Se refería a la línea mantenida por García Pelayo, en la estela de la de Ortega y Gasset en 1931 durante el debate sobre la Constitución de la República y posteriormente sobre el Estatuto de Catalunya, en el sentido de que la gran diferencia entre ambos sistemas no es tanto los contenidos, sino el origen -la soberanía- y el nombre de las unidades, en general “Estados” (ahí cabe un “Estado propio”) aunque no siempre, pues en Suiza son los cantones, en Alemania, los Länder (alguno ciudad-Estado como Hamburgo), y en la Federación Rusa (por no hablar de en la antigua Unión Soviética) caben diversos tipos de entes. La gran diferencia está en el origen: la soberanía de los territorios que se federan (o en los que se federa un territorio que se divide). Por ello, se opuso Ortega al federalismo. Porque consideraba indivisible la soberanía. Probablemente la situación sea hoy algo diferente, con la relativización del concepto de soberanía que ha supuesto la integración europea y la globalización.Pero al cabo, agazapada, sigue estando la cuestión de la soberanía, lo que en términos de democracia es la cuestión del pueblo.
El
dictamen del Consejo de Estado de febrero de 2006 sobre cuatro posibles puntos de reforma constitucional explicaba bastante bien las diferencias conceptuales. El sistema autonómico, señala, “otorga a nuestras Comunidades una potestad que les permite tanto impulsar el cambio a través de la reforma de sus Estatutos, como impedirlo, vetando las que consideren inadecuadas. Esto excede no solo de la potestad de autoorganización de que disfrutan muchos entes dotados de autonomía administrativa, sino que, en cierta forma, va incluso más allá de la que las Constituciones federales reconocen a los Estados miembros para la reforma de sus propias Constituciones. (…) no cabe deducir que la facultad de autodisposición de las Comunidades Autónomas sea menor que la de los miembros de una Federación, por la buena y simple razón de que los Estatutos de aquellas tienen un alcance mucho más amplio que el de las Constituciones de estos, e inciden sobre relaciones que en las Federaciones están disciplinadas solo por la Constitución federal.”
Es decir, que en algunos terrenos el Estado de las Autonomías supone más poderes para las CC AA que un Estado federal. Las CC AA tienen mucho más poder fiscal que, por ejemplo, los Länder alemanes. Pero la cuestión fiscal nos podría llevar aún más lejos, al problema de qué es ese federalismo fiscal del que carece la UE, pero que es necesario para nivelar crisis y desarrollos territoriales. Lo que nos debe llevar a recuperar ese principio de la subsidiariedad (que está en la Constitución de Suiza y es una creación vaticana), según el cual hay que actuar no al más bajo nivel posible, sino al mejor para lograr los resultados buscados y ayudar al que está necesitado de ella, sea ciudadano o territorio.

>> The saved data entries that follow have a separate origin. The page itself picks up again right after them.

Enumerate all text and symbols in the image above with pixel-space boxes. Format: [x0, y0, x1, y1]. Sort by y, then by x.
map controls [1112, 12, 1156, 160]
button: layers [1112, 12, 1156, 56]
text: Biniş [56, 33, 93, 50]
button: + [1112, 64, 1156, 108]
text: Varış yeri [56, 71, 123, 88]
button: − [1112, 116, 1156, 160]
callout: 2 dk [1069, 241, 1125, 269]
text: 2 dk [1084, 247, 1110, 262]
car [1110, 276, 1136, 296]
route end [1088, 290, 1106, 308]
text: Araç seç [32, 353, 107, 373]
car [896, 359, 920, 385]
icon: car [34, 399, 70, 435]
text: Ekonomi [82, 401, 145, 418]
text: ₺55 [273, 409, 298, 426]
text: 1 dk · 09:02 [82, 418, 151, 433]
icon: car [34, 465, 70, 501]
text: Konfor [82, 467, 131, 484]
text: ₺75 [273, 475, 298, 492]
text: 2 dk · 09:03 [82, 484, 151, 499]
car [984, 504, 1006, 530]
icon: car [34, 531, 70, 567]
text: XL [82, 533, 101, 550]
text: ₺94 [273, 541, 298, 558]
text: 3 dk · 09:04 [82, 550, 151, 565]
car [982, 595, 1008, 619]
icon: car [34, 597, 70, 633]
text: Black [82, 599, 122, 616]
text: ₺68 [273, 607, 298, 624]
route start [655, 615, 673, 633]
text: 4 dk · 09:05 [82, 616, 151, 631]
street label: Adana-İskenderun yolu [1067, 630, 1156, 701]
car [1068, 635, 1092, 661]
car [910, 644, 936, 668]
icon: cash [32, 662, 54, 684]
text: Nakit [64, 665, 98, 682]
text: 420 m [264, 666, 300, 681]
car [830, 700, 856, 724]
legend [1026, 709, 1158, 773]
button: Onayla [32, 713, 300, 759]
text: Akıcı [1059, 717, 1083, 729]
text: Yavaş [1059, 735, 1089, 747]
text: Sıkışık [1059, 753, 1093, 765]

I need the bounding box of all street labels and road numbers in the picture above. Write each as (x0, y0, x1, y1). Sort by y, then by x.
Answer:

El reparto de competencias entre el centro, la federación, lo federal, y los Estados federados, varía mucho. Así en EE UU hay Estados que mantienen la pena de muerte y otros que no, después que el Tribunal Supremo la volviera a instaurar en 1976 tras cuatro años de suspensión. El derecho penal ni siquiera es único. No digamos el civil.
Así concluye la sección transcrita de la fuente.